(WASHINGTON) — President Joe Biden stepped up the fight for voting rights on Tuesday, speaking in the nation’s birthplace of Philadelphia and invoking history, saying, “We the People began as a story that’s neither simple nor straightforward.
“But some things in America should be simple and straightforward. Perhaps the most important of those things, the most fundamental of those things is the right to vote, the right to vote freely,” he said in a high-profile speech at the National Constitution Center.
He wasted no time taking a shot at former President Donald Trump and his supporters, homing in on the 2020 election as the “most scrutinized election in American history.
“More than 80 judges, including those appointed by my predecessor heard the arguments. In every case, neither cause nor evidence was found to undermine the national achievement of administering the historic election,” he said.
“The big lie is just that — a big lie!” he declared.
“In America, if you lose, accept the results. Follow the Constitution. Try again. You don’t call facts fake and try to bring down the American experiment just because you’re unhappy,” he continued. “That’s not statesmanship — that’s selfishness.”
He called passing national voting legislation “a national imperative.”
“Republicans opposed even debating, even considering the For the People Act. Senate Democrats stood united to protect our democracy and the sanctity of the vote. We must pass the For the People Act,” Biden said to applause.
Biden also raised the Jan. 6 attack on the Capitol as a dangerous and unprecedented consequence of Trump’s “big lie” about the 2020 election.

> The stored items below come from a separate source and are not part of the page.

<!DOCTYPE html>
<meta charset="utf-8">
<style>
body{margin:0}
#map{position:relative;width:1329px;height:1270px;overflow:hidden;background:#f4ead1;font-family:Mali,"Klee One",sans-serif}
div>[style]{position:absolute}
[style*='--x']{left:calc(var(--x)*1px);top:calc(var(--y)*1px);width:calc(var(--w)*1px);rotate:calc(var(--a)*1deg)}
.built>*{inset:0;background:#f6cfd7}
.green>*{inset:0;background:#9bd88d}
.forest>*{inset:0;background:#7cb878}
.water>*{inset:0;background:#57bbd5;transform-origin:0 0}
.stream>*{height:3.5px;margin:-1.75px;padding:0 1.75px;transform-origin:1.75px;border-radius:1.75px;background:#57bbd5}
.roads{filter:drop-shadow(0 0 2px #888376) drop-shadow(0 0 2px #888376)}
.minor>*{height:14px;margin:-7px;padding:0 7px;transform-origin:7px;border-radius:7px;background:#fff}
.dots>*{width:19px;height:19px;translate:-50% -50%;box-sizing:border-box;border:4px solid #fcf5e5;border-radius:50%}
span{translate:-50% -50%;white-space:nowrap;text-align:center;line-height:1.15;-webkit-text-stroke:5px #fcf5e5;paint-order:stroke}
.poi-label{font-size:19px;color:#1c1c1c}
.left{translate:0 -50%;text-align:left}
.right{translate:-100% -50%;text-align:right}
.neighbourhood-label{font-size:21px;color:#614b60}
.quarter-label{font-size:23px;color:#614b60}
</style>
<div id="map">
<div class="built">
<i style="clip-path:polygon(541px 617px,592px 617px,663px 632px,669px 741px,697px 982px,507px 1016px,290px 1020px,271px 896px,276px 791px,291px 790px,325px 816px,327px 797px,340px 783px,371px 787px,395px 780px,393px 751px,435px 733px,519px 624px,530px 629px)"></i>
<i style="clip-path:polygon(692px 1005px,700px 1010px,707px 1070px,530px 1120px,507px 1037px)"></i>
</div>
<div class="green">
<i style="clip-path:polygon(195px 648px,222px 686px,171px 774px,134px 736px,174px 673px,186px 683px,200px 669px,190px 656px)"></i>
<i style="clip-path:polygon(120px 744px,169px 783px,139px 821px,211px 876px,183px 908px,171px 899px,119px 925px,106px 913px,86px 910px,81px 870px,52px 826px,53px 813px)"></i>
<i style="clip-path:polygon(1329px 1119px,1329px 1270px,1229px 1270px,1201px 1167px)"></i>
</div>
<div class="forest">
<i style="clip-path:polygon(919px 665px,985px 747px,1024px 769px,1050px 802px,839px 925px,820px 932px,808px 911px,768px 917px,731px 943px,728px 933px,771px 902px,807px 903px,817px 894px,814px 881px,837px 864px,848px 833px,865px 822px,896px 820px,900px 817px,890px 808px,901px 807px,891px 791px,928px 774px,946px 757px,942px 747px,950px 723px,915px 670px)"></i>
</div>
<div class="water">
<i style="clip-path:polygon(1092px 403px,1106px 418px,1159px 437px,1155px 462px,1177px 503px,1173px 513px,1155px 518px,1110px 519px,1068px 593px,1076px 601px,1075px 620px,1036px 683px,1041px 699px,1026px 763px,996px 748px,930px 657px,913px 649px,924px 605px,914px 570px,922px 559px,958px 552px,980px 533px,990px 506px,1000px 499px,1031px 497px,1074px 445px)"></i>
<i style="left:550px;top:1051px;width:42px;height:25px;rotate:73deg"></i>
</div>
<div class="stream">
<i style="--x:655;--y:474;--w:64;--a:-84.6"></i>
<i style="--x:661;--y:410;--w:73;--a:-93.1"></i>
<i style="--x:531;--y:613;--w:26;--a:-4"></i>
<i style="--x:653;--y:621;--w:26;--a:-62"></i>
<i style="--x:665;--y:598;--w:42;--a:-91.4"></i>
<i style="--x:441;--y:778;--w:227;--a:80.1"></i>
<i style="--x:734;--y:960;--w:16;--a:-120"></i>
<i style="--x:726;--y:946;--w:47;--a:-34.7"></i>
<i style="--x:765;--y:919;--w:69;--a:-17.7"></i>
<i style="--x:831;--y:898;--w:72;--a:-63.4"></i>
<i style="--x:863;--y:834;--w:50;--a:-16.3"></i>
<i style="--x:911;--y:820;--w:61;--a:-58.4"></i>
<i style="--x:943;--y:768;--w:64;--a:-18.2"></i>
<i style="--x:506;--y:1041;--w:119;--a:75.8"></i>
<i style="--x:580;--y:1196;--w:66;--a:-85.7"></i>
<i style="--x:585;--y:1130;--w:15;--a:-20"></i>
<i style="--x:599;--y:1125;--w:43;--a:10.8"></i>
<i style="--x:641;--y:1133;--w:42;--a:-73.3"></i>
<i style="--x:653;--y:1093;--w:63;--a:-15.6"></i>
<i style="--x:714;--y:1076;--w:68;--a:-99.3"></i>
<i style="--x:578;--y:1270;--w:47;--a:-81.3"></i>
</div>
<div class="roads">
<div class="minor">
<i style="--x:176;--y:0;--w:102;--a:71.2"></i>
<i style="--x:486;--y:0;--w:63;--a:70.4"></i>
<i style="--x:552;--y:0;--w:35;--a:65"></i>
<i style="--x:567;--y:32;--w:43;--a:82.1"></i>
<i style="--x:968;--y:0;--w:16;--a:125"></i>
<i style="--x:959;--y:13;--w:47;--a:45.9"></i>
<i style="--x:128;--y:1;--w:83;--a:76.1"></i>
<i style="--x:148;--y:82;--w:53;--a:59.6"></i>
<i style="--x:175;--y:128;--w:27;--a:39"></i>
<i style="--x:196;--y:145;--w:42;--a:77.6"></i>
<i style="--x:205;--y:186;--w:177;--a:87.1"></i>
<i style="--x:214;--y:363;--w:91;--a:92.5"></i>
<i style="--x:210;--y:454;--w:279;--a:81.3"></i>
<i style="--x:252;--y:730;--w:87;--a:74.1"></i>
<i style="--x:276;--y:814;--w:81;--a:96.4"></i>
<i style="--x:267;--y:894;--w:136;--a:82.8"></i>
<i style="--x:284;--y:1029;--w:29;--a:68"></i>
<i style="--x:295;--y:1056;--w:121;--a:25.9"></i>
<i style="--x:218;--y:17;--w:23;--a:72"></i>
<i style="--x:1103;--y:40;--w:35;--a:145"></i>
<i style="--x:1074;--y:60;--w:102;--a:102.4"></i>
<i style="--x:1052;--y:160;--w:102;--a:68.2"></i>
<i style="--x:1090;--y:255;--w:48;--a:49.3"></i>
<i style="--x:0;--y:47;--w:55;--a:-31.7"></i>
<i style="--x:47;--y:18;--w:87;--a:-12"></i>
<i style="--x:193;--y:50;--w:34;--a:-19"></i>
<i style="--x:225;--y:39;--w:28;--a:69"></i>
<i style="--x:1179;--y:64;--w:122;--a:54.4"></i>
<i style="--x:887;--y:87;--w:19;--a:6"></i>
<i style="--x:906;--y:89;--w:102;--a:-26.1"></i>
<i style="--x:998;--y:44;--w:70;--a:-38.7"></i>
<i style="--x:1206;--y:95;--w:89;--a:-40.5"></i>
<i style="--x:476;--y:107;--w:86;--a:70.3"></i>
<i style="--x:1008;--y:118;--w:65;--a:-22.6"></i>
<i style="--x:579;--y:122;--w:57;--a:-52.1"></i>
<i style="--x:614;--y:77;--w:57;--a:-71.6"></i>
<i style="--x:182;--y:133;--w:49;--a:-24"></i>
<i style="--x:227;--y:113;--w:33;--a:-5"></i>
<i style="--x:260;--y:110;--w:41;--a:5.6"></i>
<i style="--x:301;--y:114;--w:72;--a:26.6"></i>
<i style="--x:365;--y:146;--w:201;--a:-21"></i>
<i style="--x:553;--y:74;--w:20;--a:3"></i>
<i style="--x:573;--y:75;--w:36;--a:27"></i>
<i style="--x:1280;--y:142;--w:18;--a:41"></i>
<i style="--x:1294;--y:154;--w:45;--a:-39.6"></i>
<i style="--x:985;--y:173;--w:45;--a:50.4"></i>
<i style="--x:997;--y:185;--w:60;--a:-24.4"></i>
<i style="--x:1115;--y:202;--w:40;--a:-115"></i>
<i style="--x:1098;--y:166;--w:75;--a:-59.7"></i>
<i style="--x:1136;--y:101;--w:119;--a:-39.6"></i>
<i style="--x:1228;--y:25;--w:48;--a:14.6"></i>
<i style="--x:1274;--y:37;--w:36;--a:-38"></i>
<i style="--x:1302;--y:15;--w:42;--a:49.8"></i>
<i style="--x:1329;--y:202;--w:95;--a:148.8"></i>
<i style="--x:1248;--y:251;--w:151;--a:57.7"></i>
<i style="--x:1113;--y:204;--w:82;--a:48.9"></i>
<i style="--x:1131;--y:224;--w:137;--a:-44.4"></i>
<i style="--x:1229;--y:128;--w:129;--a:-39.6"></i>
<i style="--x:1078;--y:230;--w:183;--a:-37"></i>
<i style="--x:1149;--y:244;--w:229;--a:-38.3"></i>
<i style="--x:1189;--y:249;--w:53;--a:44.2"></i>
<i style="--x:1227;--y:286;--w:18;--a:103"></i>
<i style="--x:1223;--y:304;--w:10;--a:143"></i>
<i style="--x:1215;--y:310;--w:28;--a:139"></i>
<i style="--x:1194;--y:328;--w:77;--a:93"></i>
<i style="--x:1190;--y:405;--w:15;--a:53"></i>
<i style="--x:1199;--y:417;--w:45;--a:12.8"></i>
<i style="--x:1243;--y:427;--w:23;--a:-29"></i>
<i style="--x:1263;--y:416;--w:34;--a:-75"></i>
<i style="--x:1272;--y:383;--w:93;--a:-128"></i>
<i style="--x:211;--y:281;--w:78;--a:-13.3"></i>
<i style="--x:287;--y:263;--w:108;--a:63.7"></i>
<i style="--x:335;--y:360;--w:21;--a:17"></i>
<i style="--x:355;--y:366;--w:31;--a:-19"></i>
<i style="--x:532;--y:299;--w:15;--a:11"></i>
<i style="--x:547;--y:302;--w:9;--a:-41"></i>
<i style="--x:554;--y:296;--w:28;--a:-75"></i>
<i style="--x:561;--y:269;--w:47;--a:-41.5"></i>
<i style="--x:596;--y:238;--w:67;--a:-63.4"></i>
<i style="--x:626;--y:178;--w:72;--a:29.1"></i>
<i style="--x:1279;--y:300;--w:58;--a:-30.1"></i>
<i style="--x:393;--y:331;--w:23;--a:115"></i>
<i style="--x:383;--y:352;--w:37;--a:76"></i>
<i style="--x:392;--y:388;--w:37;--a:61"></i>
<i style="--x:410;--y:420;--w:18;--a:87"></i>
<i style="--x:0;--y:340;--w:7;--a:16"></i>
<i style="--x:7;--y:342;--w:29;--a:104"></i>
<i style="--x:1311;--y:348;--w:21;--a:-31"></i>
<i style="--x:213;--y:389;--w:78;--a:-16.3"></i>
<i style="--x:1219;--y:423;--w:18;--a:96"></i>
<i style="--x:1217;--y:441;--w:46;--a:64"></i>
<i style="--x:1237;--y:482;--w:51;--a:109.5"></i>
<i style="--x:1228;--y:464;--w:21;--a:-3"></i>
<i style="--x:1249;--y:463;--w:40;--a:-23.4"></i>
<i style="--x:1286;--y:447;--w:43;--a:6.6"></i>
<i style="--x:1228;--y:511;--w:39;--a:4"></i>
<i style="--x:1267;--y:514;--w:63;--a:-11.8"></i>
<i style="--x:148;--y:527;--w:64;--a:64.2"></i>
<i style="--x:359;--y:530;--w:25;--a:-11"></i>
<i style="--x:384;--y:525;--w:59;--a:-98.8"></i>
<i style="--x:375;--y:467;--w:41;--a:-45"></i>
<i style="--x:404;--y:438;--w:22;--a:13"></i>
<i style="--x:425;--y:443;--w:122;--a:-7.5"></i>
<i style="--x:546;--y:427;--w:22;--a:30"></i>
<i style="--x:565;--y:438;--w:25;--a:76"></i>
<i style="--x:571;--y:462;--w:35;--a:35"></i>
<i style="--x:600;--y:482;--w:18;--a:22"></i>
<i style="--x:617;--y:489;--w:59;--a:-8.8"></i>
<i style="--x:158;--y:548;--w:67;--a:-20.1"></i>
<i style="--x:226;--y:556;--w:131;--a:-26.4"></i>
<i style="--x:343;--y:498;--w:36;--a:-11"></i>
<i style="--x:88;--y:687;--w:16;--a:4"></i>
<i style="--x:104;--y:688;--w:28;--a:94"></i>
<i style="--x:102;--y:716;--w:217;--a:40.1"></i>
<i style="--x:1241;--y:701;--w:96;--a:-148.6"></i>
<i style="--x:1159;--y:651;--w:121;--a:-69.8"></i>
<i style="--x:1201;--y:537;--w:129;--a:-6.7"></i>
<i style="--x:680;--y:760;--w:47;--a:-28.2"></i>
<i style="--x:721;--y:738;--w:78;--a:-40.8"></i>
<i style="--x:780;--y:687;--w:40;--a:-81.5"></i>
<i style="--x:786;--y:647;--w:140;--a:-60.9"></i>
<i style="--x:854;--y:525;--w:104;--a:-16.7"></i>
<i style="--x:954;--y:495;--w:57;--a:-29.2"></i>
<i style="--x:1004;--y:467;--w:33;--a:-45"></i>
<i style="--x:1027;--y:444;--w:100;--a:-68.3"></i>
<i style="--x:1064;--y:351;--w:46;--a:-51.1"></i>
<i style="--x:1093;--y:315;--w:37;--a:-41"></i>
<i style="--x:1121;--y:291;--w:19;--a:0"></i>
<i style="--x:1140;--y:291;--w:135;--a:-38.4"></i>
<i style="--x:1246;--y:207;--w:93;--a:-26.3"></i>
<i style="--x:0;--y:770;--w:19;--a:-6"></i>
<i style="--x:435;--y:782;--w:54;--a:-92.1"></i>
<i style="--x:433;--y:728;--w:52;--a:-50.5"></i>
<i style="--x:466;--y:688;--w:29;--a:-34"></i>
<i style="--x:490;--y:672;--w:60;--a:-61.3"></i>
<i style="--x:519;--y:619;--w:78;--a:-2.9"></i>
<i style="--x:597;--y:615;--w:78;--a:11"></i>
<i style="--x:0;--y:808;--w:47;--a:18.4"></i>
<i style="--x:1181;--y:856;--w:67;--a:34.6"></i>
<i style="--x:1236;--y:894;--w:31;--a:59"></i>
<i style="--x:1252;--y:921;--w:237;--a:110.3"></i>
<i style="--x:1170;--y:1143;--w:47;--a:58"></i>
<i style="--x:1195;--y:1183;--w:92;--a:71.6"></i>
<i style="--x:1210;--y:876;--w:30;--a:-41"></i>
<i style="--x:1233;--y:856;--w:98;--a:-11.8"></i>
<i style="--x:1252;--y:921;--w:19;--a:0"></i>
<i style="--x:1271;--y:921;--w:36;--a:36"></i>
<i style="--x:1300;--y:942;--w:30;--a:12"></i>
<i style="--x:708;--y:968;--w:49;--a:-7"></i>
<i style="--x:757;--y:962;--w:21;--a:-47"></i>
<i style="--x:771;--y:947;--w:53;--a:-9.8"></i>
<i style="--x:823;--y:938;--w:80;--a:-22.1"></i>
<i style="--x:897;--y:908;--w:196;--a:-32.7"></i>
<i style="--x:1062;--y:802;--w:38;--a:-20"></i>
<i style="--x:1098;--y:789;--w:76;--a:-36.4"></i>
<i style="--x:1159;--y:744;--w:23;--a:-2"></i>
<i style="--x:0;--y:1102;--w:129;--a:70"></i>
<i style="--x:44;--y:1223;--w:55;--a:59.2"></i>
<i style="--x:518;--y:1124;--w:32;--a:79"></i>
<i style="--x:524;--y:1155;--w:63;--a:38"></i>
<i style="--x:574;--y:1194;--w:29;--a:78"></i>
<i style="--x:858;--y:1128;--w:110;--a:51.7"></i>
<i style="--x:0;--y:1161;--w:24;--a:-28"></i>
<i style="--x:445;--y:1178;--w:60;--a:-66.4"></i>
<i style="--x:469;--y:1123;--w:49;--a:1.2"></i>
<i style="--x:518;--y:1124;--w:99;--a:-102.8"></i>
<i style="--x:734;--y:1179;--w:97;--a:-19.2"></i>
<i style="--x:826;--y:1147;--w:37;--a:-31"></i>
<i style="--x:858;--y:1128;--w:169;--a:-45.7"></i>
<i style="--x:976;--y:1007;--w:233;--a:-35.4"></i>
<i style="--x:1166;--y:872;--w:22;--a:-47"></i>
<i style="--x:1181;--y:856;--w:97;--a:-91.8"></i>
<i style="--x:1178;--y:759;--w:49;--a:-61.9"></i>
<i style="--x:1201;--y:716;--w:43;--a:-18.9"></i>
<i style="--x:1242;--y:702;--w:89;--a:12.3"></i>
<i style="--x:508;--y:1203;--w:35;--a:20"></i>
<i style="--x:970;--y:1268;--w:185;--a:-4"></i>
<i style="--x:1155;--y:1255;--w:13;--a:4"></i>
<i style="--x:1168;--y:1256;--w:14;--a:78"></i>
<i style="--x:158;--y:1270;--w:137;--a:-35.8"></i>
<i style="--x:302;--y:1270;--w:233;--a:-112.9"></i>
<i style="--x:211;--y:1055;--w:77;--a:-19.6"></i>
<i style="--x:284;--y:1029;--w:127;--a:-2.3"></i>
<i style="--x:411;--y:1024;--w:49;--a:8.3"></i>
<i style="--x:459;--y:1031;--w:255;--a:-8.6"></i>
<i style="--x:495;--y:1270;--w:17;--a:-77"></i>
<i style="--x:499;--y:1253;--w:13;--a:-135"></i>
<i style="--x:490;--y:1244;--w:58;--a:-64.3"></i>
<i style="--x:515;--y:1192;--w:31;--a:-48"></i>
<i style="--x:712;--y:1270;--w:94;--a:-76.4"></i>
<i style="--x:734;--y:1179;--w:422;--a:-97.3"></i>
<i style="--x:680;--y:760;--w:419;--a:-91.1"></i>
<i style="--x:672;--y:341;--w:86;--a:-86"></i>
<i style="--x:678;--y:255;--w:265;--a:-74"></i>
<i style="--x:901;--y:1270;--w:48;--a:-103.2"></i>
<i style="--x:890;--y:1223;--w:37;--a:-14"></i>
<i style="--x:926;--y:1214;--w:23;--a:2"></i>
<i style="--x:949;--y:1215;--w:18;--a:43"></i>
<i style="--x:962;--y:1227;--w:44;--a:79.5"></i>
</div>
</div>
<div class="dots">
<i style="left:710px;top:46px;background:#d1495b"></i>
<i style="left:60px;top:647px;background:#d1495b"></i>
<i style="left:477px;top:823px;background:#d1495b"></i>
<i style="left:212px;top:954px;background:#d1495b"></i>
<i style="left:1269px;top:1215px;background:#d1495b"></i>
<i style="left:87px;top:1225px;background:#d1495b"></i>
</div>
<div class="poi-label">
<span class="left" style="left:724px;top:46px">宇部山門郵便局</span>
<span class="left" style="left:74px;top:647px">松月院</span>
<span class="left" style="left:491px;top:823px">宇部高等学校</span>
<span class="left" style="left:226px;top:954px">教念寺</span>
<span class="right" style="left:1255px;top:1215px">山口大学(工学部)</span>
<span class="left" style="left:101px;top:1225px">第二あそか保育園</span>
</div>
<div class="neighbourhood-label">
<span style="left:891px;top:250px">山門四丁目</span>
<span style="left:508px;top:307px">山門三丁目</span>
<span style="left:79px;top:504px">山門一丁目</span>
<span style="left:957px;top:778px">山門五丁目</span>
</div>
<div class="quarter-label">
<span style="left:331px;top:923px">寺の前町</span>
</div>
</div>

“Because of the extraordinary courage of elections officials, many of them Republicans, our court system, those brave Capitol Police officers — because of them — democracy held. Look how close it came,” he continued. “We’re going to face another test in 2022 new wave of voter suppression and raw and sustained election subversion. We have to prepare now.”
He later said the even Confederate soldiers didn’t breach the Capitol and that “we’re facing the most significant test of our democracy since the Civil War.”
“So, hear me clearly: There is an unfolding assault taking place in America today, an attempt to express and subvert the right to vote in fair and free elections. An assault on democracy, an assault on liberty, an assault on who we are as Americans,” he said.
His use of the bully pulpit comes as his administration wades more aggressively into the fight over ballot access at the urging of civil rights groups and Democrats as Republican-led legislatures advance new voting restrictions in places like Texas and Congress remains deadlocked over proposed legislation.
It also comes as Democrats in the Texas State Legislature have fled their state for Washington, D.C., the second such effort in recent weeks in an attempt to prevent a vote on legislation they say will roll back voting rights in the state.
The state lawmakers said in a press conference earlier Tuesday outside the Capitol that they’re there to pressure Congress to pass federal voting rights legislation and call for an exception to the Senate’s filibuster rule blocking Democrats from moving forward with a measure, they say, would stop GOP-led efforts to restrict voting in Texas and nationwide.
In March, House Democrats advanced the For the People Act, an expansive package that would transform federal elections, voting and congressional redistricting — but it has stalled in the Senate after failing to advance in a procedural vote late last month, over opposition from all Republicans.
In light of the GOP opposition, Democrats have pushed for the Senate to reform the legislative filibuster, with House Democratic Whip Jim Clyburn, D-S.C., a key Biden ally and endorser during the 2020 Democratic primary, suggesting Democrats create an exception to the 60-vote threshold for election reform and other constitutional issues. Because of their opposition to ending the filibuster, Democratic Sens. Joe Manchin of West Virginia and Kyrsten Sinema of Arizona play a pivotal role in the ongoing congressional negotiations over a national voting rights bill.
Biden did not directly mention Manchin, Sinema or the filibuster in his remarks Tuesday.
Sixteen states have enacted 28 laws that would restrict voting access, out of hundreds that have been introduced throughout the country, according to the Brennan Center for Justice at NYU School of Law.
ABC News’ Alisa Wiersema and Libby Cathey contributed to this report.